Materials provided:

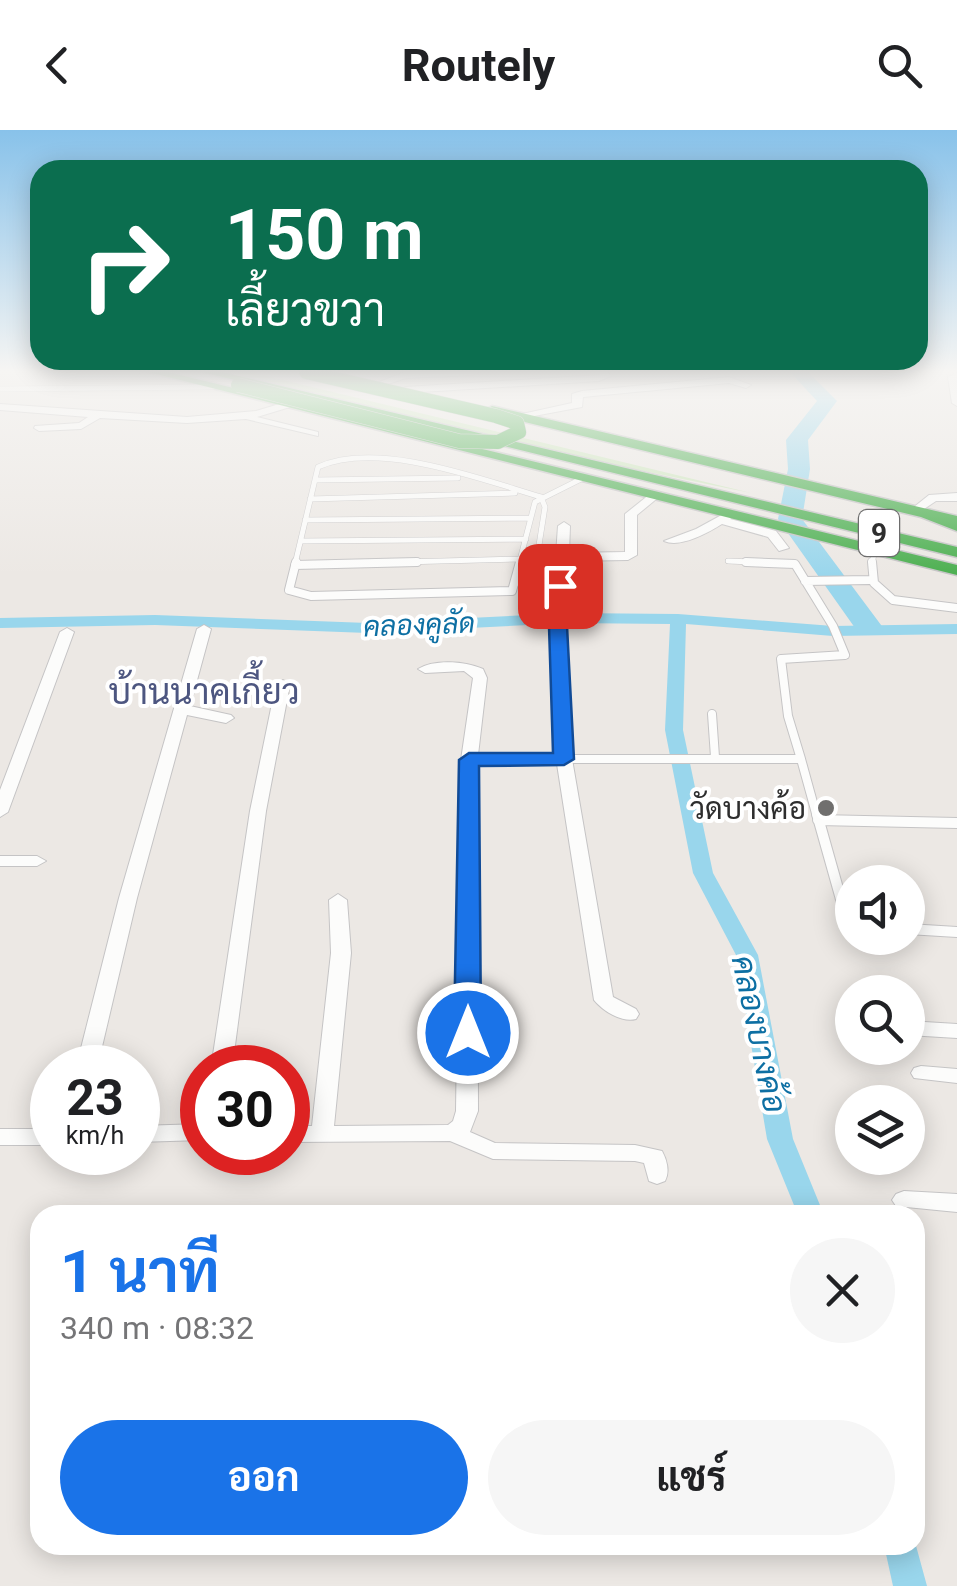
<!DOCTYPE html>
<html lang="th">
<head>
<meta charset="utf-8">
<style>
	:root { --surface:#fff; --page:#f6f6f6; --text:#202124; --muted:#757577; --accent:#1a73e8 }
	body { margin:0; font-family:Roboto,Sarabun,sans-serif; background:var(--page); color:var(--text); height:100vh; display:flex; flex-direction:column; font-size:38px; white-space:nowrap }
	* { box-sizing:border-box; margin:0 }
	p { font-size:32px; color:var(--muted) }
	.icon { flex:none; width:55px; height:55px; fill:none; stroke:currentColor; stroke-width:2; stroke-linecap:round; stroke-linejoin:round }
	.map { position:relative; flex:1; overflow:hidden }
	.drawer { position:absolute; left:30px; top:1075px; width:895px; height:350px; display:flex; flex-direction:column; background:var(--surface); border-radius:30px; box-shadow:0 5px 25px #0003 }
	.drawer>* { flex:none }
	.hud { position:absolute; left:30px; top:30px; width:898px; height:210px; border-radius:30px; box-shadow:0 5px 25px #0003; background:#0b6e4f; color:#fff; overflow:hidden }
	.tools { position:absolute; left:835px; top:735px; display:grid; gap:20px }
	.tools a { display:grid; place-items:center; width:90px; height:90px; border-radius:50%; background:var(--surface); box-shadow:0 5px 25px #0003; font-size:50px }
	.speed { position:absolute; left:30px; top:915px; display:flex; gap:20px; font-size:50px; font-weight:700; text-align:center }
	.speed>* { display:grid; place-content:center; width:130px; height:130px; border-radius:50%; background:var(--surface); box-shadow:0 5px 25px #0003; line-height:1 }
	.speed small { font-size:25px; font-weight:400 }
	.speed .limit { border:15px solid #d22; background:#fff; color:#111 }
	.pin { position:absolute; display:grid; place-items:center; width:85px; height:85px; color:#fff; margin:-42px; border-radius:20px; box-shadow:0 5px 15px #0006 }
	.me { position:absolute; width:110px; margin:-55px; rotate:0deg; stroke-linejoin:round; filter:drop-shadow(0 0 8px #0008) }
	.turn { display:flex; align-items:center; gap:35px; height:210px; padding:0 30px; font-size:45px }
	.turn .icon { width:130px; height:130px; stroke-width:2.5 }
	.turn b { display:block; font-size:70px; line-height:85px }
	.round { display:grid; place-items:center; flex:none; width:105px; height:105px; border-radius:52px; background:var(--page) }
	.overview { display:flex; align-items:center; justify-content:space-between; height:170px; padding:0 30px }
	h1 { font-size:60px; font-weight:700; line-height:75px; color:var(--accent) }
	.cta { display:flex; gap:20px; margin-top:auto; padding:20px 30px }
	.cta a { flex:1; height:115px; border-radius:60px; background:var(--accent); color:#fff; font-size:40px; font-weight:700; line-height:115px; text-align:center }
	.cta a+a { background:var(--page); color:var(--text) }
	header { display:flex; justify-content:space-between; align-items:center; height:130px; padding:0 30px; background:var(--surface); font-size:45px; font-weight:700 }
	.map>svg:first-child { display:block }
	.green { fill:#cee6be }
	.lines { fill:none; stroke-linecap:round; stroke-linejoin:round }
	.canal { fill:#99d6ec; fill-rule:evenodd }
	.river { fill:#99d6ec; fill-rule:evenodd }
	.lane-far2-casing { stroke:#c5c4c5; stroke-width:6 }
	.lane-far1-casing { stroke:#c5c4c5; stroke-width:10 }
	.lane-casing { stroke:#c5c4c5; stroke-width:12 }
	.street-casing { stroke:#c5c4c5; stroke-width:2 }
	.fast-casing { stroke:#c5c4c5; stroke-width:3 }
	.lane-far2 { stroke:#fcfcfb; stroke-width:5 }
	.lane-far1 { stroke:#fcfcfb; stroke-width:8 }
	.lane { stroke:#fcfcfb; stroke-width:10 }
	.street { fill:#fcfcfb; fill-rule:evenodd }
	.fast { fill:#4caf50; fill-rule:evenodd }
	.fast-bridge-casing { stroke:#c5c4c5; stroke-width:15; stroke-linecap:butt }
	.fast-bridge { stroke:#4caf50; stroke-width:14 }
	.route { fill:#1a73e8; stroke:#114b97; stroke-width:2.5 }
	.poi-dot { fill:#706f6e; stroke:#fff; stroke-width:4 }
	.labels { text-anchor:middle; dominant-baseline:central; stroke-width:8; stroke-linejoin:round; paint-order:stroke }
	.shield { fill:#fff; stroke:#6d6d6d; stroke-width:2.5 }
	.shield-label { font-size:28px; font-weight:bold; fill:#2e2e2e }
	.far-water-label { font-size:28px; font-style:italic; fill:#0d6fa3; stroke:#fff }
	.poi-label { font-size:30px; fill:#2e2e2e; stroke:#fff; text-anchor:end }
	.water-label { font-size:32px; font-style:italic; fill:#0d6fa3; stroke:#fff }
	.quarter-label { font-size:35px; fill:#4d5680; stroke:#fff }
</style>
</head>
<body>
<header><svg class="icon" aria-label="back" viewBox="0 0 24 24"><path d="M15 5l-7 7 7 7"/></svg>Routely<svg class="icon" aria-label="search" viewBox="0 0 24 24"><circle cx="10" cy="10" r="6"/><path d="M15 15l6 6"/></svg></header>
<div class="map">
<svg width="957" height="1456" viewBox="0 0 957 1456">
	<rect width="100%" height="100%" fill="#ece8e4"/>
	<!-- green -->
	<path class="green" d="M228,242H250L751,363L619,336Z"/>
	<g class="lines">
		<!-- canal -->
		<path class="canal" d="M568,483L678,484L833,496L957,494V504L833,506L686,494L683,600L713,743L758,825L793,1009L824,1085H798L767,1009L736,825L693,743L665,600L670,494L568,493L368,503L155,495L0,498V488L155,485L368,493Z
			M915,1412L927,1456H893L884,1415H915Z"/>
		<!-- river -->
		<path class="river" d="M790,242H808L837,271L808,310L810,339L802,389L884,499L880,505H860L778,389L788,339L786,310L817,271Z"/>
		<!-- lane-far2 casing -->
		<g class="lane-far2-casing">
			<path id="lane-far2" d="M112,242H137
				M0,259L213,257
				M316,350L458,348
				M310,369L515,363
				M305,390L531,388
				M301,411L526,409
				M728,431L795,434
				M295,434L318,337C378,310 480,349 541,367
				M322,434L523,429
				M519,434L535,372L583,348
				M536,434L545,377L541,367
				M872,434L875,419"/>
		</g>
		<!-- lane-far1 casing -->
		<g class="lane-far1-casing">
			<path id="lane-far1" d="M296,432L289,460L311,466L512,461L520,432
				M746,432L795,434L833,496L845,525L781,529L788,586L801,629
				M872,432L874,453L893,470L957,478
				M295,435L417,432
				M805,451L870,450
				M516,452L534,448L537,432
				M712,584L715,627
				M564,629H801L817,687"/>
		</g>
		<!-- lane casing -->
		<g class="lane-casing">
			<path id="lane" d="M817,684L846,787L852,793
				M818,690L957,693
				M908,799L957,802"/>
		</g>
		<!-- street casing -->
		<g class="street-casing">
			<path id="street" d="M405,242H478L473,245L406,248L379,257L374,254Z
				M598,242H608L611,246L599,251L405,263L400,260L405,257L600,245Z
				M957,243V276L952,273L948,247Z
				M729,247L751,255L746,258L729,253L583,267L582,277L518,289L513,286L572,273V264L582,261Z
				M286,272L291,275L290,277L257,287L318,302V306L246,289L187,293L100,288L81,299L39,301L34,298L35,296L79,293L88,287L0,280V274L187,287L256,281Z
				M957,363V371H936L915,385L909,381L929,365Z
				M650,364L660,366L637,385V425L628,430L568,431L565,495L572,629L613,867L636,879L639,884L636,889C622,893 603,881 594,870L557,634L477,635L478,981L470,1002L495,1013L635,1015L662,1021C667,1030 670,1042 665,1051L657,1054L649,1051L644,1033L635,1031L493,1029L450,1011L288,1012V996H312L331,823L329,770L338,764L347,770L351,823L334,996L448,995L453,991L456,981L461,630L473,548L464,541L425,543L418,539C434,529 465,531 483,539L487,548L478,625L556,624L551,495L558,396L564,392L570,396L569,423L625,422V384Z
				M729,381L735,385L730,389L776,401L789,418L779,421L768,407L722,394C706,404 680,418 664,411L696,399Z
				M204,495L211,499L190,576L231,585L234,588L226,593L187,585L137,768L97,938H76L119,768L197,499Z
				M67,498L74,502L8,682L0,687V660L60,502Z
				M283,550L290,554L266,681L232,938H211L250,681L276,554Z
				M0,726H37L46,731L37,736H0Z
				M908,891L957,894V908L908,905Z
				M921,936L957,939V953L914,948L911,943L914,938Z
				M202,994V1010L138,1012V996Z
				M0,999H52V1015H0Z
				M904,1061L957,1064V1082L896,1076L892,1070L896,1064Z"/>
		</g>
		<!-- fast casing -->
		<g class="fast-casing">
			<path id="fast" d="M148,242H168L957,435V445Z
				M202,242H222L957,417V427Z
				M492,276L957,386V401L921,387L487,283L485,280Z"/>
		</g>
		<!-- lane-far2 -->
		<use href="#lane-far2" class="lane-far2"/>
		<!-- lane-far1 -->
		<use href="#lane-far1" class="lane-far1"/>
		<!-- lane -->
		<use href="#lane" class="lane"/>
		<!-- street -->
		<use href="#street" class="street"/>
		<!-- fast -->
		<use href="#fast" class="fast"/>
		<!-- fast-bridge casing -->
		<g class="fast-bridge-casing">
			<path id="fast-bridge" d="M238,255L459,311L498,312L519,302L517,293L496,286L306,242"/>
		</g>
		<!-- fast-bridge -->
		<use href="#fast-bridge" class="fast-bridge"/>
	</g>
	<!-- sky -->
	<linearGradient id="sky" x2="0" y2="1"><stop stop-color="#88c2ea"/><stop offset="0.54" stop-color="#f6f5f3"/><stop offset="1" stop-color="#f6f5f3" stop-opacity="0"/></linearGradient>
	<rect width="957" height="446" fill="url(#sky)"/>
	<!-- route -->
	<path class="route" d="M560,450L569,456L567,496L574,629L564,635L479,636L481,903L477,909H458L454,903L459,630L469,623H553L549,496L552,456Z"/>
	<!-- markers -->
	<circle class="poi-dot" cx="826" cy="678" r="10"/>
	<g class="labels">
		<!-- shield labels -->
		<rect class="shield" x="859" y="380" width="40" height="46" rx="8"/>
		<g class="shield-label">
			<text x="879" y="403">9</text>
		</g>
		<!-- far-water labels -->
		<g class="far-water-label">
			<text transform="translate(419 495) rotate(-2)">คลองคูลัด</text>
		</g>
		<!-- poi labels -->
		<g class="poi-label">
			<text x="806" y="678">วัดบางค้อ</text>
		</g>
		<!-- water labels -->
		<g class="water-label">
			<text transform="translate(759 904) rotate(78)">คลองบางค้อ</text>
		</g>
		<!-- quarter labels -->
		<g class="quarter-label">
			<text x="204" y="562">บ้านนาคเกี้ยว</text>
		</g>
	</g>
</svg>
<div class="tools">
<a><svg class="icon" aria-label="sound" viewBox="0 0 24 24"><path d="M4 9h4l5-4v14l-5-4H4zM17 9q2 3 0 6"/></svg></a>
<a><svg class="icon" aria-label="search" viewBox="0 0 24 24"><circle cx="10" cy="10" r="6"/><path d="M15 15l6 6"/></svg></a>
<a><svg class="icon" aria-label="layers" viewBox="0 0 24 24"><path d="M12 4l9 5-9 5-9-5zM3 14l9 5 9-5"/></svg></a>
</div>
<div class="speed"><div>23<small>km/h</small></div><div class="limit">30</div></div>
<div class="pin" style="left:560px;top:456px;background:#d93025"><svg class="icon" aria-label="arrive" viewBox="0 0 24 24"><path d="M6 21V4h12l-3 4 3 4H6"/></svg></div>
<svg class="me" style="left:468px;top:903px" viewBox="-20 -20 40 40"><circle r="17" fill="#1a73e8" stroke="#fff" stroke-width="3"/><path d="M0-11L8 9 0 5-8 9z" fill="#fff"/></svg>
<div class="hud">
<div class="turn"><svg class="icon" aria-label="right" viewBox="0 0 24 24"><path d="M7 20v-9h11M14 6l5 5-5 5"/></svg><div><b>150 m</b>เลี้ยวขวา</div></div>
</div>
<section class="drawer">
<div class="overview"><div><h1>1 นาที</h1><p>340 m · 08:32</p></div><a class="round"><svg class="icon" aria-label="close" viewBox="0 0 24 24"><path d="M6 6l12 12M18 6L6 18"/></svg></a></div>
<div class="cta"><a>ออก</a><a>แชร์</a></div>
</section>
</div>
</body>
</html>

Prompt:
Scan the material for "limit" and copy the lines that hold it.

Expected answer:
	.speed .limit { border:15px solid #d22; background:#fff; color:#111 }
<div class="speed"><div>23<small>km/h</small></div><div class="limit">30</div></div>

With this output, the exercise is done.